• _Work to complete_:
Range to output from the entries below: the line containing "stroke:#301807; stroke-width:12; stroke-linecap:butt" through the line containing "text-anchor:middle; stroke-width:4.5; stroke-linejoin:round;". Set it down exactly, ends included, nothing else.

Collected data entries
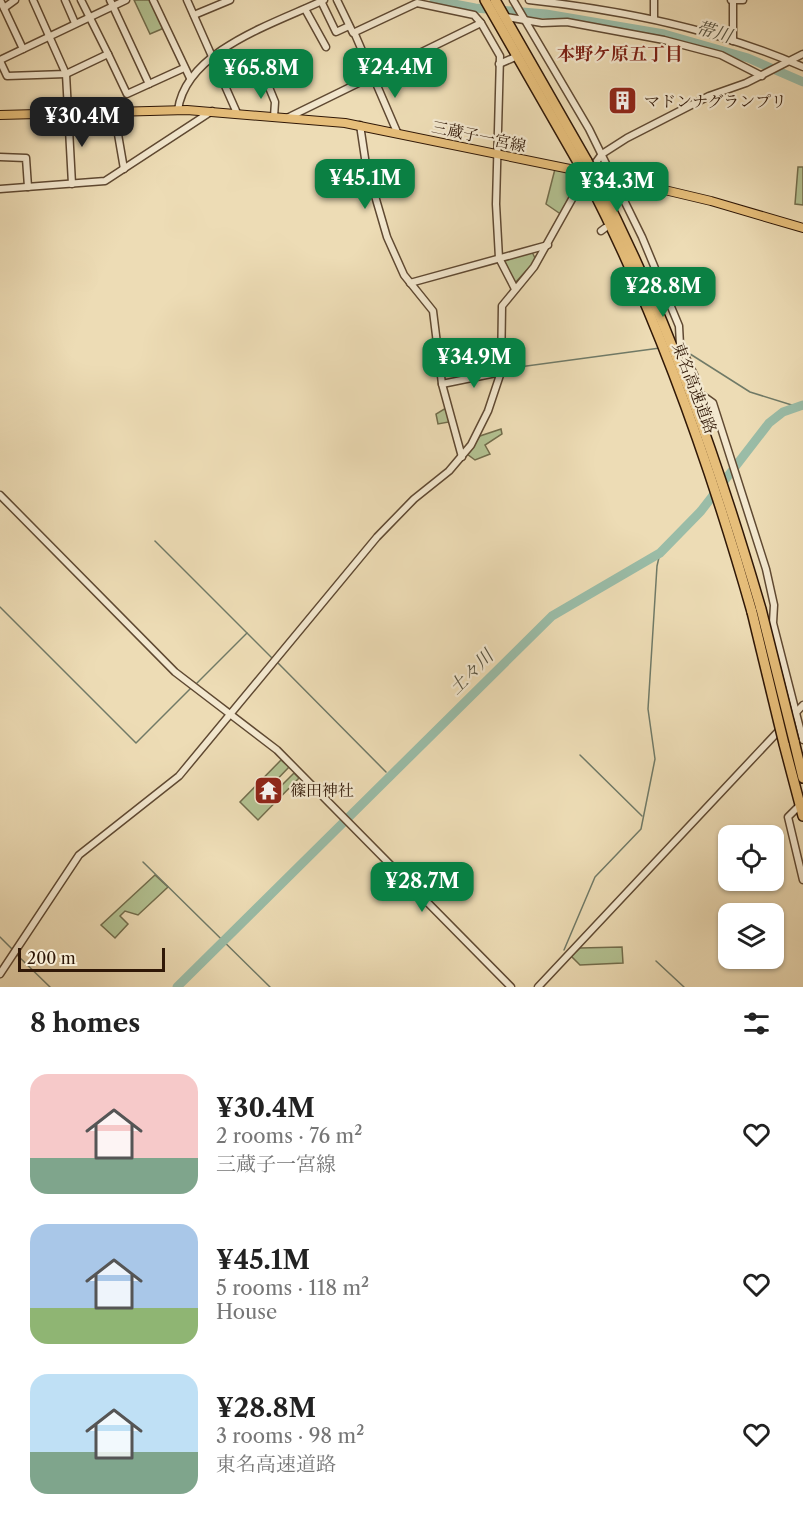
<!DOCTYPE html>
<html lang="en">
<head>
<meta charset="utf-8">
<style>
	body { margin:0; font-family:"Libre Caslon Text","Noto Serif JP",serif; background:#f2f2f2; color:#222; height:100vh; display:flex; flex-direction:column; font-size:22px; white-space:nowrap }
	* { box-sizing:border-box; margin:0 }
	p { font-size:20px; color:#767676 }
	.icon { flex:none; width:33px; height:33px; fill:none; stroke:currentColor; stroke-width:2; stroke-linecap:round; stroke-linejoin:round }
	.map { position:relative; height:987px; overflow:hidden }
	.sheet { display:flex; flex-direction:column; background:#fff; flex:1 }
	.sheet>* { flex:none }
	.tools { position:absolute; left:718px; top:825px; display:grid; gap:12px }
	.tools a { display:grid; place-items:center; width:66px; height:66px; border-radius:12px; background:#fff; box-shadow:0 2px 4px #0004; font-size:30px }
	.scale { position:absolute; left:18px; bottom:15px; width:147px; box-sizing:border-box; padding-left:6px; border:3px solid #301807; border-top:0; font-size:16px; line-height:21px; white-space:nowrap; color:#301807; -webkit-text-stroke:4px #f3e8cf; paint-order:stroke }
	.price { position:absolute; translate:-50% -51px; padding:0 14px; border-radius:12px; background:#0b8043; color:#fff; font-size:20px; line-height:39px; filter:drop-shadow(0 2px 3px #0008) }
	.price::after { content:''; position:absolute; left:50%; top:36px; width:18px; height:14px; margin-left:-9px; background:inherit; clip-path:polygon(0 0,100% 0,50% 100%) }
	.price.selected { background:#222; color:#fff }
	ul { padding:0; list-style:none }
	li { display:flex; align-items:center; gap:18px; height:150px; padding:0 30px }
	li span { display:grid; place-items:center; flex:none; width:168px; height:120px; border-radius:18px; color:#555 }
	li>.icon { margin-inline-start:auto }
	span .icon { width:72px; height:72px; fill:#fffc; stroke-width:1 }
	li b { font-size:26px }
	h2 { display:flex; justify-content:space-between; align-items:center; height:72px; padding:0 30px; font-size:26px }
	.map>svg:first-child { display:block }
	.green { fill:#b3c292; stroke:#726d4c; stroke-width:1.5 }
	.lines { fill:none; stroke-linecap:round; stroke-linejoin:round }
	.stream { stroke:#707a67; stroke-width:1.5 }
	.river { stroke:#9abca7; stroke-width:9 }
	.minor-casing { stroke:#5f4932; stroke-width:9 }
	.major-casing { stroke:#301807; stroke-width:10 }
	.highway-casing { stroke:#301807; stroke-width:12 }
	.minor { stroke:#f3e8cf; stroke-width:6 }
	.major { stroke:#e6be7a; stroke-width:8 }
	.highway { stroke:#e6be7a; stroke-width:9 }
	.highway-bridge-casing { stroke:#301807; stroke-width:12; stroke-linecap:butt }
	.highway-bridge { stroke:#e6be7a; stroke-width:9 }
	.labels { text-anchor:middle; stroke-width:4.5; stroke-linejoin:round; paint-order:stroke }
	.poi-label { font-size:16px; fill:#301807; stroke:#f3e8cf; text-anchor:start }
	.street-label { font-size:16px; fill:#301807; stroke:#f3e8cf }
	.water-label { font-size:18px; font-style:italic; fill:#55513f; stroke:#f3e8cf }
	.neighbourhood-label { font-size:18px; font-weight:bold; fill:#7a1f14; stroke:#f3e8cf }
</style>
</head>
<body>
<div class="map">
<svg width="803" height="987" viewBox="0 0 803 987">
	<rect width="100%" height="100%" fill="#eddcb5"/>
	<filter id="stains"><feTurbulence type="fractalNoise" baseFrequency=".00333" numOctaves="4"/><feColorMatrix values="0 0 0 0 .2 0 0 0 0 .09 0 0 0 0 .02 0 0 0 .5 -.17"/></filter>
	<radialGradient id="worn" r=".72"><stop offset=".6" stop-color="#630" stop-opacity="0"/><stop offset="1" stop-color="#630" stop-opacity=".3"/></radialGradient>
	<!-- green -->
	<g class="green">
		<polygon points="134,0 151,0 164,28 150,34"/>
		<polygon points="798,167 803,167 803,205 795,204"/>
		<polygon points="555,169 567,172 576,188 562,215 546,204"/>
		<polygon points="532,252 536,260 515,283 504,260"/>
		<polygon points="446,408 449,422 438,424 436,414"/>
		<polygon points="501,429 502,434 485,445 490,454 475,460 467,454 480,436"/>
		<polygon points="281,760 289,767 265,792 271,796 294,773 299,778 258,820 240,802"/>
		<polygon points="155,875 168,887 138,915 125,911 120,916 128,924 115,938 101,925"/>
		<polygon points="622,947 623,963 580,965 571,956 580,948"/>
	</g>
	<g class="lines">
		<!-- stream -->
		<g class="stream">
			<polyline points="106,183 187,131"/>
			<polyline points="0,192 77,186"/>
			<polyline points="687,352 750,392 795,406"/>
			<polyline points="505,369 660,348"/>
			<polyline points="155,541 272,658"/>
			<polyline points="0,607 136,743 192,687"/>
			<polyline points="278,663 386,772"/>
			<polyline points="196,684 247,633"/>
			<polyline points="580,755 642,816"/>
			<polyline points="143,862 270,987"/>
			<polyline points="0,937 12,949"/>
			<polyline points="564,950 595,877 641,829 655,759 648,709 657,566 660,553"/>
			<polyline points="15,953 50,987"/>
			<polyline points="656,961 684,987"/>
		</g>
		<!-- river -->
		<g class="river">
			<polyline points="434,0 475,8 546,14 664,34 748,58 803,82"/>
			<polyline points="177,987 552,616 660,553 701,511 769,423 783,412 803,405"/>
		</g>
		<defs>
			<g id="minor">
				<polyline points="0,0 23,49"/>
				<polyline points="33,0 66,74 72,184"/>
				<polyline points="65,0 75,23"/>
				<polyline points="81,0 108,54"/>
				<polyline points="110,0 149,84"/>
				<polyline points="153,0 190,78"/>
				<polyline points="187,0 237,113"/>
				<polyline points="337,0 353,33 417,3 474,15 481,23"/>
				<polyline points="513,0 589,129 642,237 679,326 680,345 695,377 699,393 713,403 766,569 774,605 773,623 803,740"/>
				<path d="M 529,0 C 622,10 717,29 803,67"/>
				<polyline points="731,0 743,0"/>
				<polyline points="733,0 733,41"/>
				<polyline points="321,1 336,32 349,26"/>
				<polyline points="4,8 15,0"/>
				<polyline points="305,9 326,47"/>
				<polyline points="194,15 230,0"/>
				<polyline points="506,17 542,23 567,22 664,40 721,55 762,76"/>
				<polyline points="654,19 654,0"/>
				<polyline points="354,32 397,132"/>
				<polyline points="0,60 126,0"/>
				<polyline points="0,61 7,76 66,74 108,54 127,94 184,68"/>
				<polyline points="499,64 513,58"/>
				<polyline points="266,80 275,102 274,117"/>
				<path d="M 178,110 C 186,50 276,23 324,0"/>
				<polyline points="114,111 124,169"/>
				<polyline points="287,118 481,23 500,56 496,204 499,258 515,289"/>
				<polyline points="360,125 366,165 387,237 404,275 433,311 442,384 462,457"/>
				<polyline points="0,157 26,158 28,187"/>
				<polyline points="0,189 105,181 212,111"/>
				<polyline points="601,231 605,228"/>
				<polyline points="410,283 548,245"/>
				<polyline points="442,384 501,372"/>
				<polyline points="0,495 175,672 277,750 511,987"/>
				<polyline points="797,808 788,817 803,880"/>
				<polyline points="0,974 79,855 179,776 377,537 414,499 449,471 471,445 488,411 501,372 502,306 534,267 581,183 602,154 627,138 709,96 746,83 803,54"/>
				<polyline points="538,987 803,705"/>
			</g>
			<polyline id="major" points="0,115 187,110 345,123 614,178 711,201 803,228"/>
			<g id="highway">
				<polyline points="485,0 579,164"/>
				<polyline points="495,0 587,161"/>
				<path d="M 597,181 C 668,318 718,462 761,609"/>
				<path d="M 589,182 C 659,319 710,464 752,612"/>
				<polyline points="794,741 803,778"/>
				<polyline points="784,744 803,816"/>
			</g>
		</defs>
		<!-- minor casing -->
		<use href="#minor" class="minor-casing"/>
		<!-- major casing -->
		<use href="#major" class="major-casing"/>
		<!-- highway casing -->
		<use href="#highway" class="highway-casing"/>
		<!-- minor -->
		<use href="#minor" class="minor"/>
		<!-- major -->
		<use href="#major" class="major"/>
		<!-- highway -->
		<use href="#highway" class="highway"/>
		<defs>
			<g id="highway-bridge">
				<polyline points="587,161 597,181"/>
				<polyline points="579,164 589,182"/>
				<polyline points="761,609 794,741"/>
				<polyline points="752,612 784,744"/>
			</g>
		</defs>
		<!-- highway-bridge casing -->
		<use href="#highway-bridge" class="highway-bridge-casing"/>
		<!-- highway-bridge -->
		<use href="#highway-bridge" class="highway-bridge"/>
	</g>
	<!-- icons -->
	<defs>
		<symbol id="building-square" viewBox="-11 -11 22 22"><rect x="-9" y="-9" width="18" height="18" rx="4" fill="#8f2418" stroke="#f3e8cf"/><path d="M-4-6H4V6H1V3H-1V6H-4ZM-2.5-4.3h1.7v1.8h-1.7ZM.8-4.3h1.7v1.8H.8ZM-2.5-1h1.7V.8h-1.7ZM.8-1h1.7V.8H.8Z" fill="#fff"/></symbol>
		<symbol id="temple-square" viewBox="-11 -11 22 22"><rect x="-9" y="-9" width="18" height="18" rx="4" fill="#8f2418" stroke="#f3e8cf"/><path d="M0-6L5-2H3V0L6.5 2.5H4V6H1.5V3h-3V6H-4V2.5H-6.5L-3 0V-2H-5Z" fill="#fff"/></symbol>
	</defs>
	<g fill-rule="evenodd">
		<use href="#building-square" x="606" y="84" width="33" height="33"/>
		<use href="#temple-square" x="252" y="774" width="33" height="33"/>
	</g>
	<g class="labels">
		<!-- poi labels -->
		<g class="poi-label">
			<text x="644" y="107">マドンナグランプリ</text>
			<text x="290" y="796">篠田神社</text>
		</g>
		<!-- street labels -->
		<g class="street-label">
			<text transform="translate(479 136) rotate(12)" y="6">三蔵子一宮線</text>
			<text transform="translate(695 388) rotate(69)" y="6">東名高速道路</text>
		</g>
		<!-- water labels -->
		<g class="water-label">
			<text transform="translate(714 32) rotate(16)" y="6">帯川</text>
			<text transform="translate(471 672) rotate(-45)" y="6">土々川</text>
		</g>
		<!-- neighbourhood labels -->
		<g class="neighbourhood-label">
			<text x="620" y="60">本野ケ原五丁目</text>
		</g>
	</g>
	<rect width="100%" height="100%" filter="url(#stains)"/>
	<rect width="100%" height="100%" fill="url(#worn)"/>
</svg>
<div class="tools">
<a><svg class="icon" aria-label="locate" viewBox="0 0 24 24"><circle cx="12" cy="12" r="6"/><path d="M12 2v4M12 18v4M2 12h4M18 12h4"/></svg></a>
<a><svg class="icon" aria-label="layers" viewBox="0 0 24 24"><path d="M12 4l9 5-9 5-9-5zM3 14l9 5 9-5"/></svg></a>
</div>
<div class="scale">200 m</div>
<b class="price" style="left:395px;top:99px">¥24.4M</b>
<b class="price" style="left:261px;top:100px">¥65.8M</b>
<b class="price selected" style="left:82px;top:148px">¥30.4M</b>
<b class="price" style="left:365px;top:210px">¥45.1M</b>
<b class="price" style="left:617px;top:213px">¥34.3M</b>
<b class="price" style="left:663px;top:318px">¥28.8M</b>
<b class="price" style="left:474px;top:389px">¥34.9M</b>
<b class="price" style="left:422px;top:913px">¥28.7M</b>
</div>
<section class="sheet">
<h2>8 homes<svg class="icon" aria-label="filters" viewBox="0 0 24 24"><path d="M4 7h16M4 17h16"/><circle cx="9" cy="7" r="2"/><circle cx="15" cy="17" r="2"/></svg></h2>
<ul>
<li><span style="background:linear-gradient(#f6c9c9 70%,#7fa58c 0)"><svg class="icon" aria-label="home" viewBox="0 0 24 24"><path d="M3 11l9-7 9 7M6 9v11h12V9"/></svg></span><div><b>¥30.4M</b><p>2 rooms · 76 m²</p><p>三蔵子一宮線</p></div><svg class="icon" aria-label="heart" viewBox="0 0 24 24"><path d="M12 20l-8-8c-3-5 5-10 8-4 3-6 11-1 8 4z"/></svg></li>
<li><span style="background:linear-gradient(#a9c7e8 70%,#8fb573 0)"><svg class="icon" aria-label="home" viewBox="0 0 24 24"><path d="M3 11l9-7 9 7M6 9v11h12V9"/></svg></span><div><b>¥45.1M</b><p>5 rooms · 118 m²</p><p>House</p></div><svg class="icon" aria-label="heart" viewBox="0 0 24 24"><path d="M12 20l-8-8c-3-5 5-10 8-4 3-6 11-1 8 4z"/></svg></li>
<li><span style="background:linear-gradient(#bfe0f5 65%,#7fa58c 0)"><svg class="icon" aria-label="home" viewBox="0 0 24 24"><path d="M3 11l9-7 9 7M6 9v11h12V9"/></svg></span><div><b>¥28.8M</b><p>3 rooms · 98 m²</p><p>東名高速道路</p></div><svg class="icon" aria-label="heart" viewBox="0 0 24 24"><path d="M12 20l-8-8c-3-5 5-10 8-4 3-6 11-1 8 4z"/></svg></li>
</ul>
</section>
</body>
</html>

• _Result of the task_:
	.highway-bridge-casing { stroke:#301807; stroke-width:12; stroke-linecap:butt }
	.highway-bridge { stroke:#e6be7a; stroke-width:9 }
	.labels { text-anchor:middle; stroke-width:4.5; stroke-linejoin:round; paint-order:stroke }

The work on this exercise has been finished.